Report every line below that has the string "service" in it.

▸ **Extracted records**:

----

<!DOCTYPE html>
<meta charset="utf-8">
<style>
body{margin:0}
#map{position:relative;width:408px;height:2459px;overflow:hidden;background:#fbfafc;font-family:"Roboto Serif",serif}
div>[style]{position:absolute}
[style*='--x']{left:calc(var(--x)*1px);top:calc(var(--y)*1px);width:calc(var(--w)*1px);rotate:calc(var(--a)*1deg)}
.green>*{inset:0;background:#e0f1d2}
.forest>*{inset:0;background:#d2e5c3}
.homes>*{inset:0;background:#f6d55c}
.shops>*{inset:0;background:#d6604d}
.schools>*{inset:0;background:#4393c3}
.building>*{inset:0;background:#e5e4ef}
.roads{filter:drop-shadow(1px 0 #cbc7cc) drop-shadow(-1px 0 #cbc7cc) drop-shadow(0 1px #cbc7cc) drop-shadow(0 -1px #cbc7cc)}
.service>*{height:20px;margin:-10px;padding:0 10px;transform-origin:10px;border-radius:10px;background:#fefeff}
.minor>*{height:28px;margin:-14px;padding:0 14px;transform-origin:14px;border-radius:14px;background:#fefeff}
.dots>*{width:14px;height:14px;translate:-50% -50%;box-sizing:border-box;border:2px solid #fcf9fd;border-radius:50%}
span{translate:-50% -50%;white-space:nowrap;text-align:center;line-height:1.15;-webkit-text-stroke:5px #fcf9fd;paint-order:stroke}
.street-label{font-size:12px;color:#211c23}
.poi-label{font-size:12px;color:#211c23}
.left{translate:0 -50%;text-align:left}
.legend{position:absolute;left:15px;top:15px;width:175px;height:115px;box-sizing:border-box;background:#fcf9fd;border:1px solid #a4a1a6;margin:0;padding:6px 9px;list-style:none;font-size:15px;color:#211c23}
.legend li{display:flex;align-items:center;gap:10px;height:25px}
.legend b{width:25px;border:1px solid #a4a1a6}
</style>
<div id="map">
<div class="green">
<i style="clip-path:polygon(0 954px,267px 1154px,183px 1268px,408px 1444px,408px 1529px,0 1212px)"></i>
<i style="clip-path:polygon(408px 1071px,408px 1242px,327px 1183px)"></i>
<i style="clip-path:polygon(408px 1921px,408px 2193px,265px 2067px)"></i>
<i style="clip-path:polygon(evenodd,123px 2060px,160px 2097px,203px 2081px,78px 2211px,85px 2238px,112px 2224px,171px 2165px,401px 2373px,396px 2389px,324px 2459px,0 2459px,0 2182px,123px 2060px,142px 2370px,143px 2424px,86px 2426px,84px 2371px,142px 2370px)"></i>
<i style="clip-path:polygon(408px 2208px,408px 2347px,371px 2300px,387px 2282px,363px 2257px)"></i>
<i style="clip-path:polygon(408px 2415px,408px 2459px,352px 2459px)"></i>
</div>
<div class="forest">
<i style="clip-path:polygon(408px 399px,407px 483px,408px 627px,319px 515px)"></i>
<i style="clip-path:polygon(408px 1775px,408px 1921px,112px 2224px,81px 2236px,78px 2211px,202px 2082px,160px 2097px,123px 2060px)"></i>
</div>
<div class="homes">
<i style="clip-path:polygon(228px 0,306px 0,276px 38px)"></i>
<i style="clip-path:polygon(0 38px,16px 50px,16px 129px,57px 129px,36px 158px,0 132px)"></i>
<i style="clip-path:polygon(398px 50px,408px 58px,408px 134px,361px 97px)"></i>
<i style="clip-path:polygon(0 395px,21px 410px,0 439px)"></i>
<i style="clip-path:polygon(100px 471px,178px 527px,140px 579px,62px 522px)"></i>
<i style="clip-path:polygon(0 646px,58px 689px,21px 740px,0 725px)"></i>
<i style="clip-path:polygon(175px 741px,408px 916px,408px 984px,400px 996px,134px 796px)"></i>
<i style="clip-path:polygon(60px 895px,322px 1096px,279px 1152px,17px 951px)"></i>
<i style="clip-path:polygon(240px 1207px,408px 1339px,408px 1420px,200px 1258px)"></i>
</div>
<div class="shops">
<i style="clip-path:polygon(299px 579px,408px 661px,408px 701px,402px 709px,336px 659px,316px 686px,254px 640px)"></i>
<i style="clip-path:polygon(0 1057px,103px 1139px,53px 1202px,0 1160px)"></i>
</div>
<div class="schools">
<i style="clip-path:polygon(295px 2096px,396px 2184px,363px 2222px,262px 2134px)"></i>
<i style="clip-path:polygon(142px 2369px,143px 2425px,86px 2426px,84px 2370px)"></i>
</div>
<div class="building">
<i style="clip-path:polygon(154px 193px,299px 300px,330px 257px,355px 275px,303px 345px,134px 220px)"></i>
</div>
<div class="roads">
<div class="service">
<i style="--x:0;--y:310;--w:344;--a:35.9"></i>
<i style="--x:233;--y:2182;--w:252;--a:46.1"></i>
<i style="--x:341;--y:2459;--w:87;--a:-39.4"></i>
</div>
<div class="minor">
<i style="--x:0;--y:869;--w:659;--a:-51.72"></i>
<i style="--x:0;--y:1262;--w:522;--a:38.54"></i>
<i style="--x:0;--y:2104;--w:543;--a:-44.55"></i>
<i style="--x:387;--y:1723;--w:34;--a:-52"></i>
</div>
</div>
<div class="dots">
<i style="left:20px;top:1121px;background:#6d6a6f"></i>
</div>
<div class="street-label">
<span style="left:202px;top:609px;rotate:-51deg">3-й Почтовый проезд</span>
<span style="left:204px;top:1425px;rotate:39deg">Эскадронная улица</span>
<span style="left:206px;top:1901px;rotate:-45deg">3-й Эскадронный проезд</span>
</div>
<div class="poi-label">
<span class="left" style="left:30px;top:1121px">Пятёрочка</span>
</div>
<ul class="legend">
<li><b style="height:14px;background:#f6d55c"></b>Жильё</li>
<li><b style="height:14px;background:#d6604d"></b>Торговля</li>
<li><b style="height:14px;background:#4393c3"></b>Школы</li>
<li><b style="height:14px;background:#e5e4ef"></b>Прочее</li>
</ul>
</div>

----

▸ **Output**:
.service>*{height:20px;margin:-10px;padding:0 10px;transform-origin:10px;border-radius:10px;background:#fefeff}
<div class="service">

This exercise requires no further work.